(Beginning of EXERCISE MATERIALS)

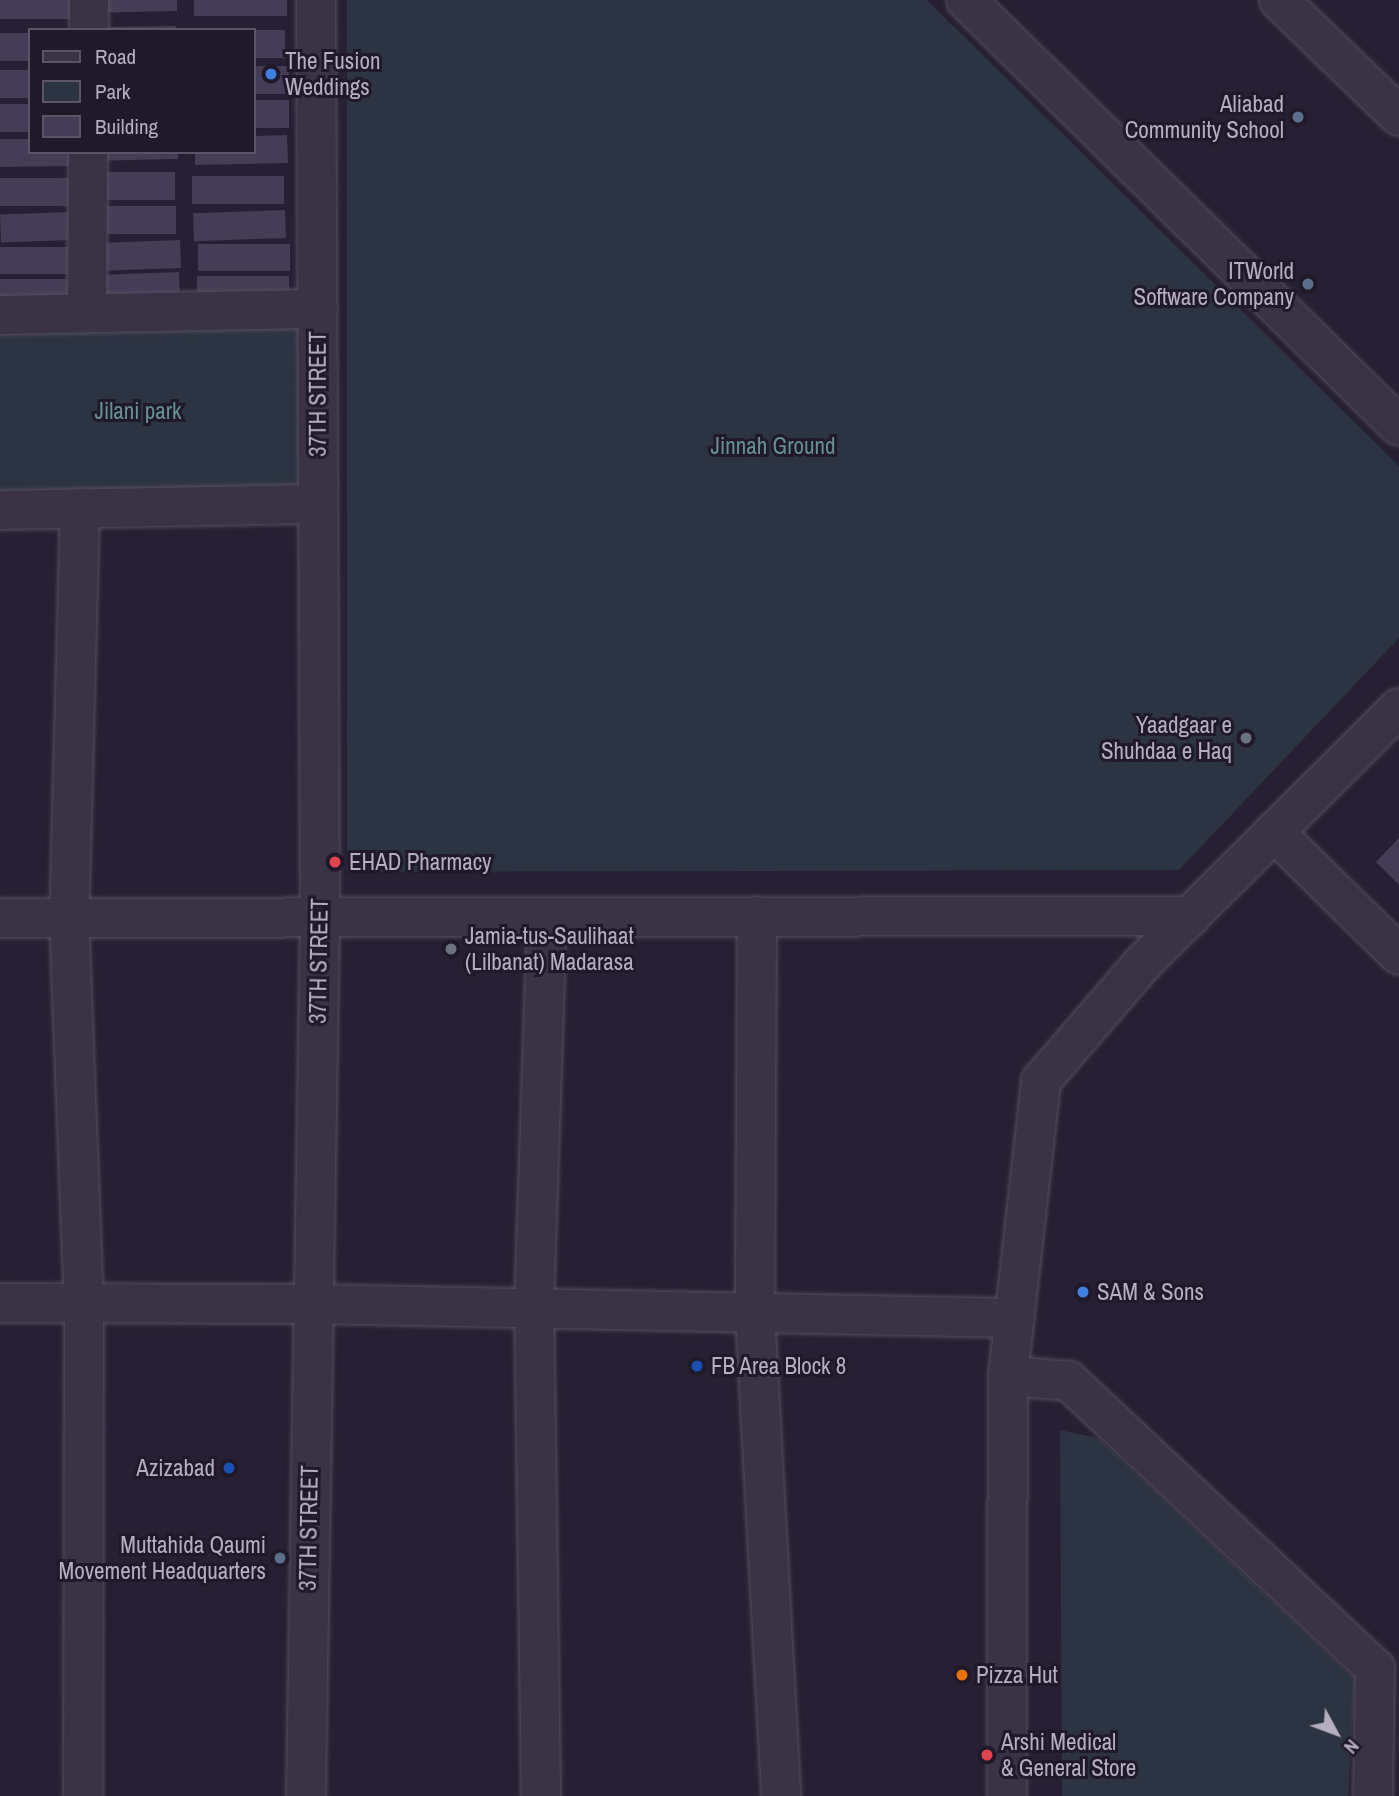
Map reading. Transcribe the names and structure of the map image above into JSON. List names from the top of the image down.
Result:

(End of EXERCISE MATERIALS)
(Beginning of EXERCISE MATERIALS)

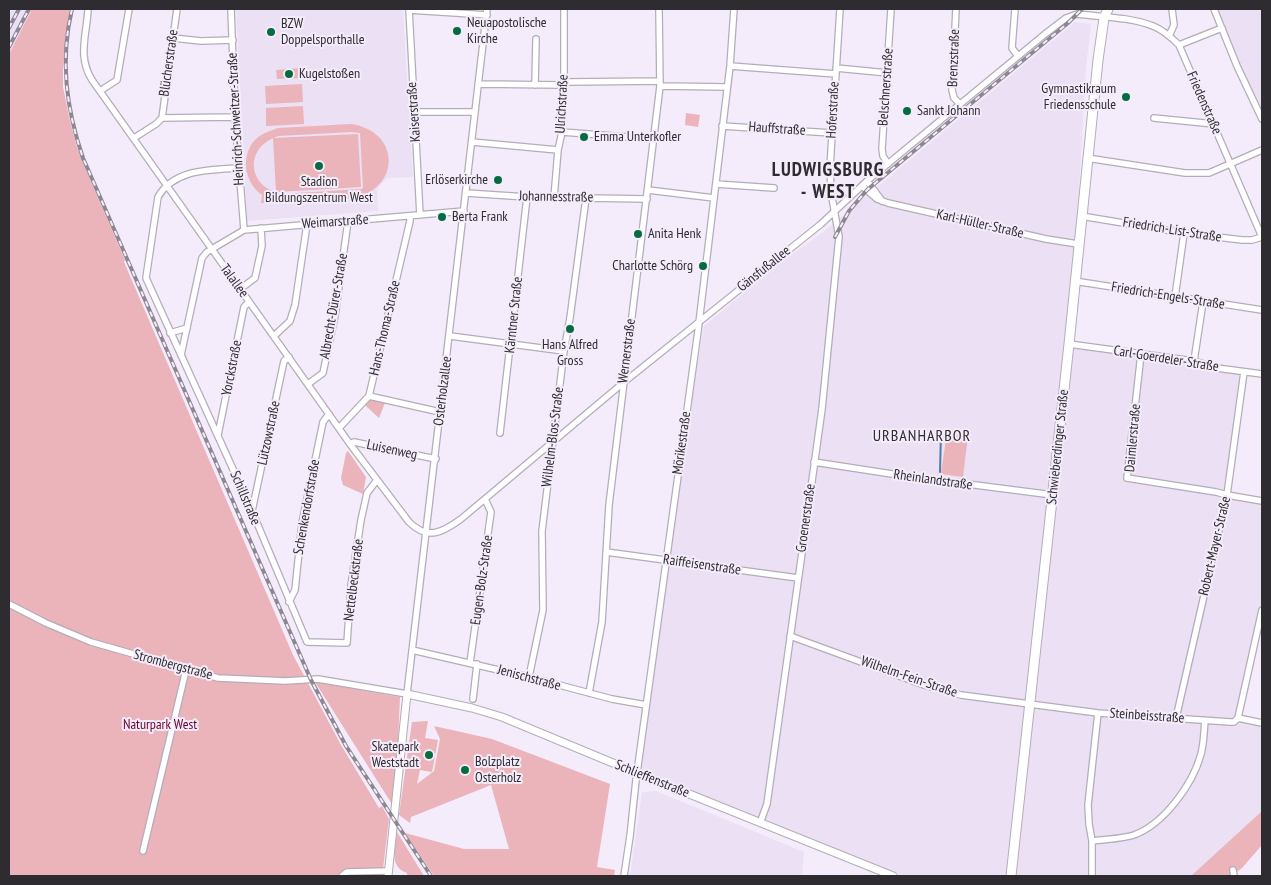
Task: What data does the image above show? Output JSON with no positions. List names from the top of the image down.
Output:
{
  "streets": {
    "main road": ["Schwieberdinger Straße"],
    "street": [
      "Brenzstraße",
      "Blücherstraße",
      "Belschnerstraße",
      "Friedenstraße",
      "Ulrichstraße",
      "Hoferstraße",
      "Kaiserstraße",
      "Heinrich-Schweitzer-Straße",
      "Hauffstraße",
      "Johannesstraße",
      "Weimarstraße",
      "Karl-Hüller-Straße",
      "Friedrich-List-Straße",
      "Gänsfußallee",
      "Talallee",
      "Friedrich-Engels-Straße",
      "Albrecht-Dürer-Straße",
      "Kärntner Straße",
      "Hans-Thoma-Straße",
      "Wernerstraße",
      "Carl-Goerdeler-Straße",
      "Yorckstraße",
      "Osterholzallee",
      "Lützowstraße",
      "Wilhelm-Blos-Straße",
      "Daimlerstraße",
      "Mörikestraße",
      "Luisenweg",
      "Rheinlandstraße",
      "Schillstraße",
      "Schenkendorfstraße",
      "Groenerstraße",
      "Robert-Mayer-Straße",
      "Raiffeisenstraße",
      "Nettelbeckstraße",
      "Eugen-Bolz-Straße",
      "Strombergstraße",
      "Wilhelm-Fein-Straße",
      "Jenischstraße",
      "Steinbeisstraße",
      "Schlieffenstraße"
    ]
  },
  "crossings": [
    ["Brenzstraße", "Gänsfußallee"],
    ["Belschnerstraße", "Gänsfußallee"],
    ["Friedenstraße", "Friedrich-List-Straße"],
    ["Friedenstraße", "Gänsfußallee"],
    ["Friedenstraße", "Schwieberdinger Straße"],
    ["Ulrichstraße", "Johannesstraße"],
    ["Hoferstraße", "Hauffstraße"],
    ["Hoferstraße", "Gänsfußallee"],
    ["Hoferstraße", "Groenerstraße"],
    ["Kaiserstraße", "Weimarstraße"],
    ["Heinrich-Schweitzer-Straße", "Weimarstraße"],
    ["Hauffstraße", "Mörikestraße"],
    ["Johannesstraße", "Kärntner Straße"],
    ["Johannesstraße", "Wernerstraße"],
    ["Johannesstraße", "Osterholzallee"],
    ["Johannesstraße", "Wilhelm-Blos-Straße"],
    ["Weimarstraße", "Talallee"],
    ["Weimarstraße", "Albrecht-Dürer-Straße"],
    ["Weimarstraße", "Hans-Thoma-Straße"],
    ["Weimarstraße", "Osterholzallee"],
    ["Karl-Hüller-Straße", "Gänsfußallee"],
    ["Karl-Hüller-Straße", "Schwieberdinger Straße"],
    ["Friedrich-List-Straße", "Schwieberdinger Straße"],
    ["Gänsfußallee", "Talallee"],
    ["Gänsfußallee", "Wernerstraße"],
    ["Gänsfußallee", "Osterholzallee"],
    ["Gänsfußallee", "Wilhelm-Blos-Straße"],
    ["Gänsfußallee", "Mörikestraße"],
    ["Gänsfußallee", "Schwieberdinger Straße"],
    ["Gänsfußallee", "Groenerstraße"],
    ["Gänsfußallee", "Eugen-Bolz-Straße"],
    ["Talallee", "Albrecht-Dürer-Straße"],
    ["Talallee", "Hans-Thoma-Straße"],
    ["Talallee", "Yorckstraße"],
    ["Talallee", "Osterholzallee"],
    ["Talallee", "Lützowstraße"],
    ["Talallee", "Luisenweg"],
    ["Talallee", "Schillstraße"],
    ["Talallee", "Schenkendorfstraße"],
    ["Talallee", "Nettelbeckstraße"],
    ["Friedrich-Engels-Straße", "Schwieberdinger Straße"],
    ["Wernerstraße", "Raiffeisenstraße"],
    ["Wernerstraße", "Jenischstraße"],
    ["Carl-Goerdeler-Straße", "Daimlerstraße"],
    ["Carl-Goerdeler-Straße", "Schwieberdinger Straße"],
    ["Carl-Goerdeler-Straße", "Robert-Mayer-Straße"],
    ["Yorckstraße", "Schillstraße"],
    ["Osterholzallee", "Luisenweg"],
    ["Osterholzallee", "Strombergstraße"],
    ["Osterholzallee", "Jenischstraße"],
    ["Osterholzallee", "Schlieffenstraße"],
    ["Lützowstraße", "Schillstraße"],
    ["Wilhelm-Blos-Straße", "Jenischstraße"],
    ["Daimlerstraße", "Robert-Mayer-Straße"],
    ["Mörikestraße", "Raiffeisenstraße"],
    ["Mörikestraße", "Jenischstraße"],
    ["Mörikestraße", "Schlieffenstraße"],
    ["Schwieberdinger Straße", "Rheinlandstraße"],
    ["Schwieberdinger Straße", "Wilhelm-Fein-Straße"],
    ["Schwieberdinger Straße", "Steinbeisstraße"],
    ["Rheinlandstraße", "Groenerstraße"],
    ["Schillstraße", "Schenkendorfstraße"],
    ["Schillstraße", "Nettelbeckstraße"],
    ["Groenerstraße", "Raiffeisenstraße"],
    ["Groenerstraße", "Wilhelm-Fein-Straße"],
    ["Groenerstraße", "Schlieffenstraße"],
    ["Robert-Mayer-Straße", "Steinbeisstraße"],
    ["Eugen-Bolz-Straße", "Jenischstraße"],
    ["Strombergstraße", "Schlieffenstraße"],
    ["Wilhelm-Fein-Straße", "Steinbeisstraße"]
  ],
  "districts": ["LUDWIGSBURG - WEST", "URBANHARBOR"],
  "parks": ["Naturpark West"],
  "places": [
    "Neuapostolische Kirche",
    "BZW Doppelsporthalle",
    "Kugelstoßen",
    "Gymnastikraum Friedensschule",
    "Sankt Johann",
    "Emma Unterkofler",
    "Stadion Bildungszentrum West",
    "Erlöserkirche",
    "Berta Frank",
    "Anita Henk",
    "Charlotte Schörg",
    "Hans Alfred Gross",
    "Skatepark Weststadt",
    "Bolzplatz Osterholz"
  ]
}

(End of EXERCISE MATERIALS)

INSTRUCTIONS FOR THE TASK >>
The reply is to be one number, the count of lines in the records above that contain "from".

COMPLETED TASK >>
2